Hello all! Just a little update.... the big day; the continuation is coming just not tonight! LOL!!!
This past week I've been very distracted ~ right now the next course of treatment is physical therapy.
I'd take an hour of REFIT® (Faith & Fitness Zumba) any day over what I'm going through right now, but this is the way I'm being directed right now and I'm going to make the best of it!
Pain has such a way of taking over thoughts, feelings and brings out the nasty in all of us. Even when you have the best of intentions to stay positive ~ it's as if pain has a body all of it's own and jumps in as if you were a surrogate and wanted to display it! I don't!
So I decided that it is more therapeutic to write when all the conditions are right, and I have a great cup of coffee in hand too! I'm hoping round two of PT will give me just a little more relief and less pain than this past week.
Your thoughts and words dictate how you perceive your day to day life. Proverbs 18:21 "Death and life are in the power of the tongue; and they that love it shall eat the fruit thereof." What you say and think in your head either become a blessing to you and your health or become a curse. I choose BLESSING! Think positive, fight the pain, despite feeling horrible ~ try to find the smallest glimmer of hope, a sliver of happiness and love unconditionally.
"I've heard it said that God's divine healing is spiritual; by inviting the Holy Spirit we are inviting the Lord in our Hearts to give us peace and to heal our souls. By listening to God's word we can be healed... Faith is the substance of things hoped for (Hebrews 11:1).
I have Faith...
I also have an Amazing prayer compliments of "From Power Prayers to Bless Your Heart, published by Barbour Publishing, Inc. Used by permission."

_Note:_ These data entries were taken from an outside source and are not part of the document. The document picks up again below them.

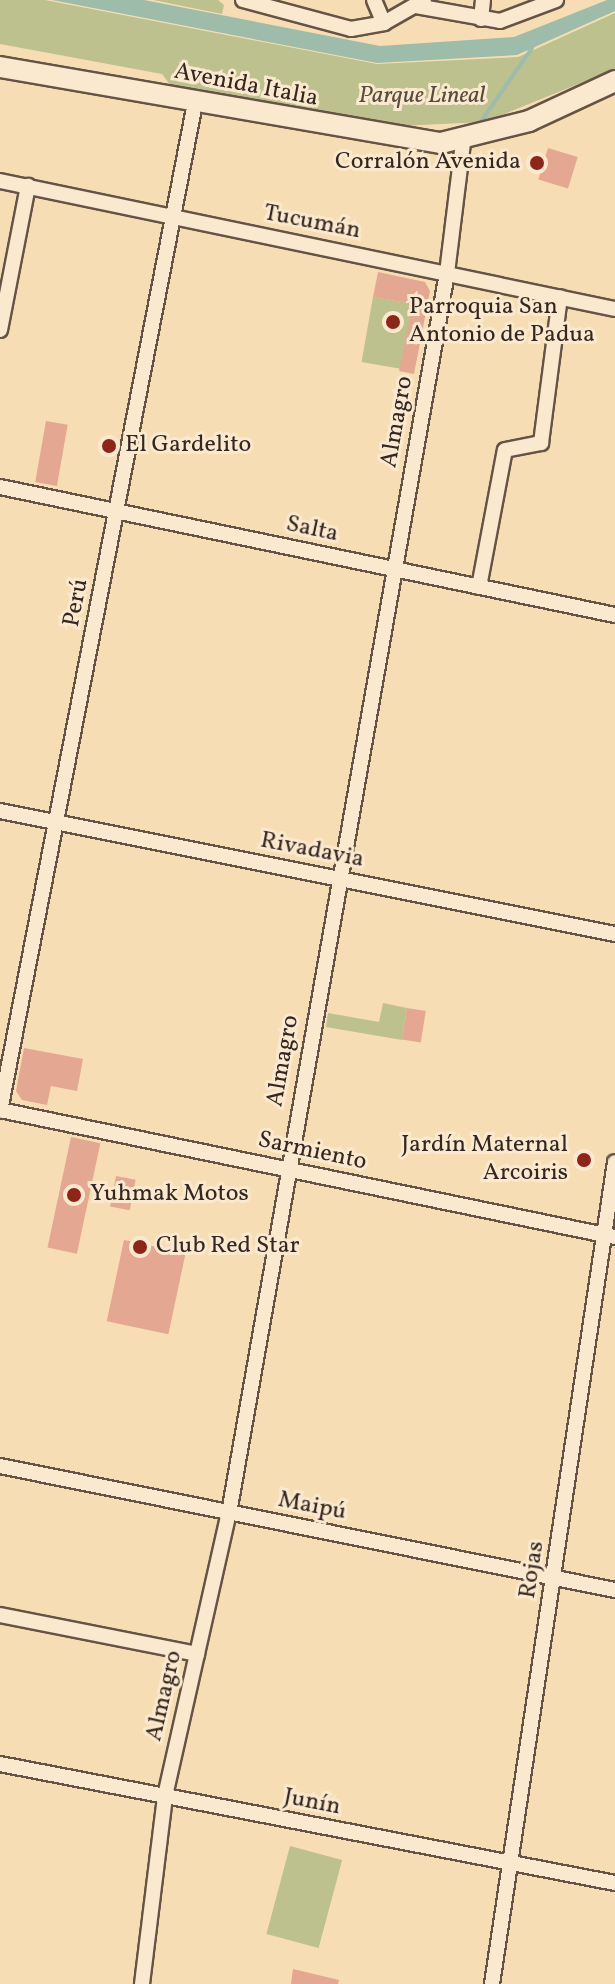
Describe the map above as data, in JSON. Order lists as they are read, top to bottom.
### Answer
{
  "streets": {
    "main road": ["Avenida Italia"],
    "street": [
      "Tucumán",
      "Almagro",
      "Salta",
      "Perú",
      "Rivadavia",
      "Sarmiento",
      "Maipú",
      "Rojas",
      "Junín"
    ]
  },
  "crossings": [
    ["Avenida Italia", "Almagro"],
    ["Avenida Italia", "Perú"],
    ["Tucumán", "Almagro"],
    ["Tucumán", "Perú"],
    ["Almagro", "Salta"],
    ["Almagro", "Rivadavia"],
    ["Almagro", "Sarmiento"],
    ["Almagro", "Maipú"],
    ["Almagro", "Junín"],
    ["Salta", "Perú"],
    ["Perú", "Rivadavia"],
    ["Perú", "Sarmiento"],
    ["Sarmiento", "Rojas"],
    ["Maipú", "Rojas"],
    ["Rojas", "Junín"]
  ],
  "parks": ["Parque Lineal"],
  "places": [
    "Corralón Avenida",
    "Parroquia San Antonio de Padua",
    "El Gardelito",
    "Jardín Maternal Arcoiris",
    "Yuhmak Motos",
    "Club Red Star"
  ]
}
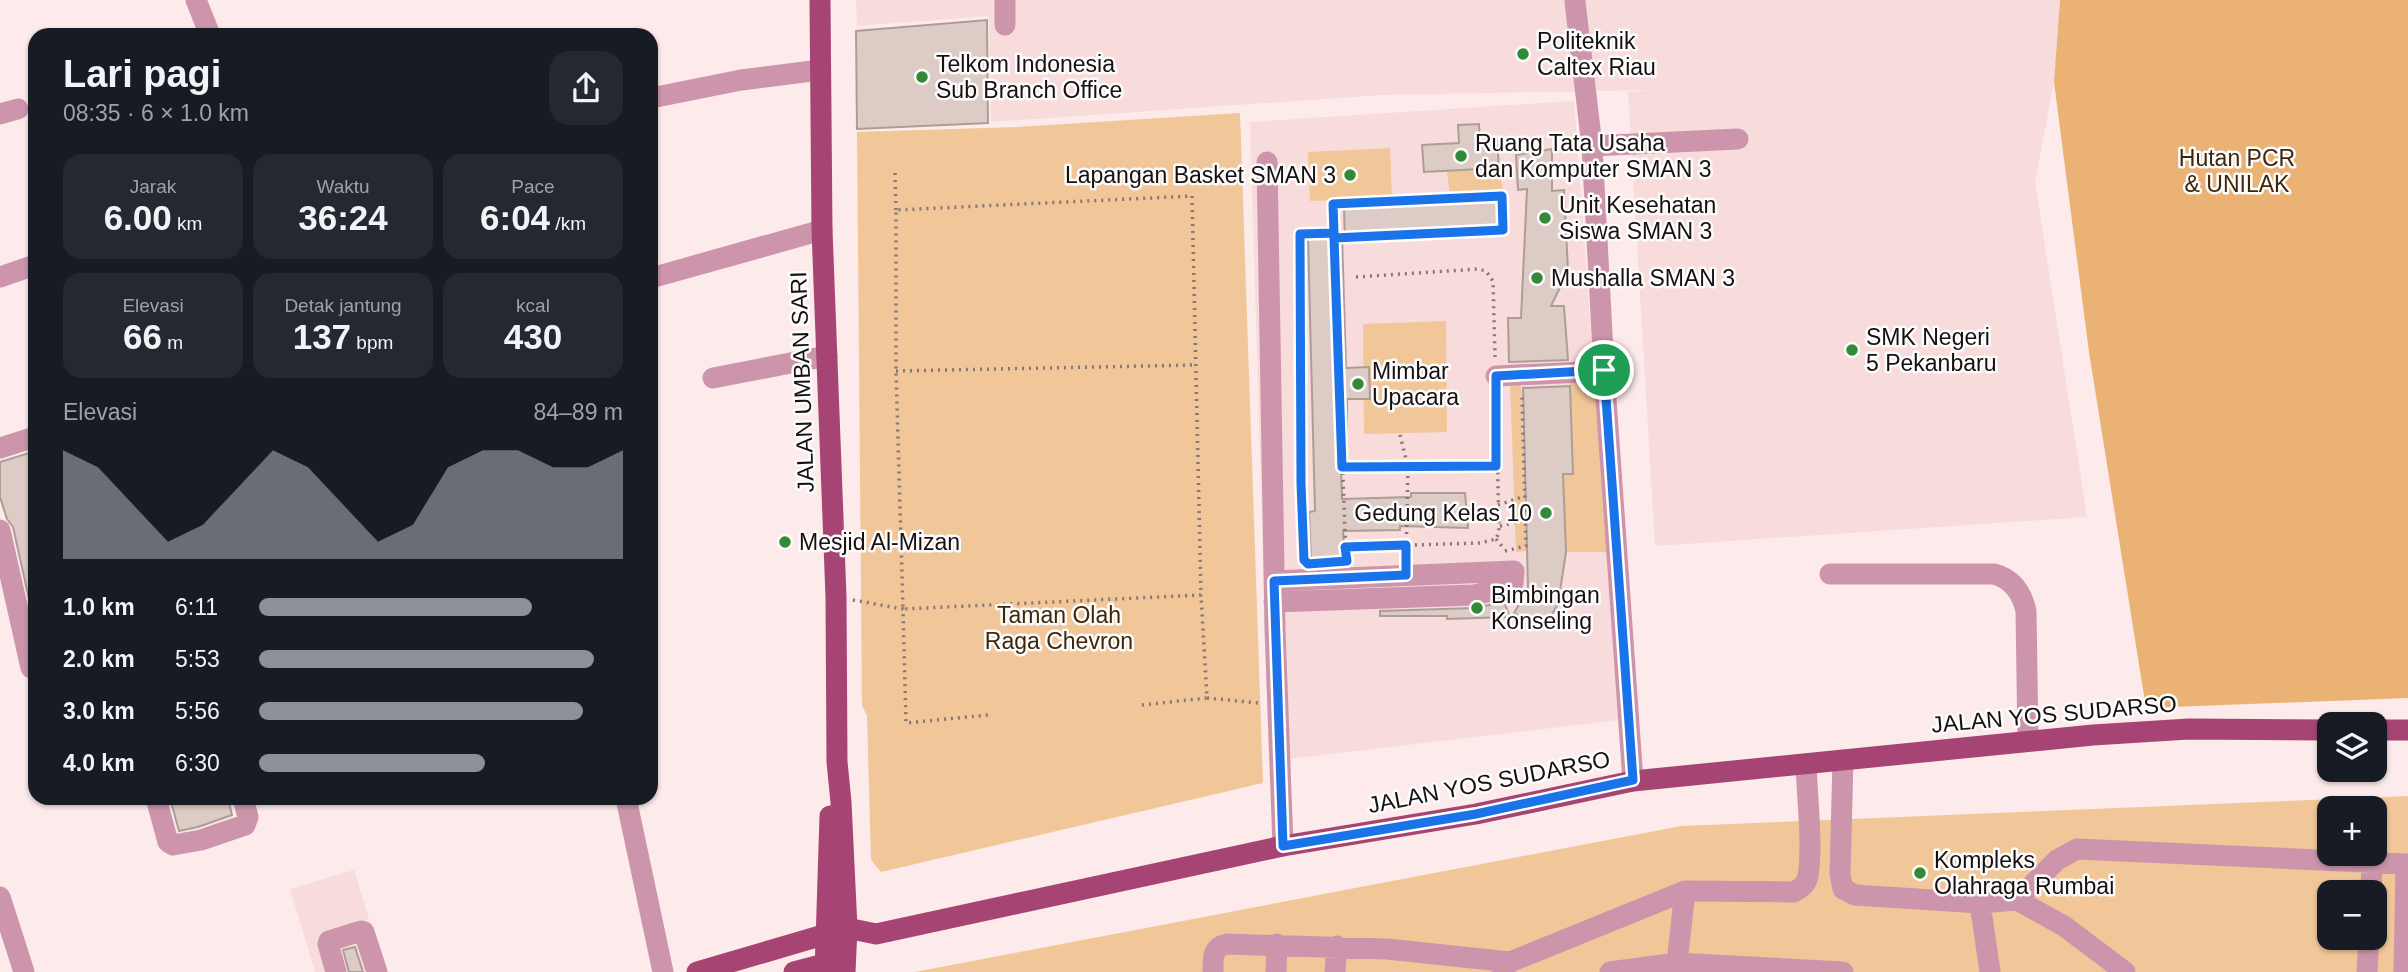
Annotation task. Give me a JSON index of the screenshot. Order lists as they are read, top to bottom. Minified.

For Healing ~ "God, You created me for a long and satisfying life. You knit me together in my mother's womb, and You know every intricate part of my being. You know what I need before I ask, and I'm asking You to return me to good health. You know how my body and mind work, so You know how to heal me. I refuse to let my health be stolen from me. I am determined to fight for it. Direct me to the right doctors, if that's the way I should go. Give me peace to make the right decisions on my journey to recovery." Amen
Thanks for reading my blog and especially for all of you being A Rainbow in my Cloud!
Blessings, Pamela
Sunday, January 11, 2015
Monday, January 5, 2015
Plumb - Lord I'm Ready Now (Official Lyric Video)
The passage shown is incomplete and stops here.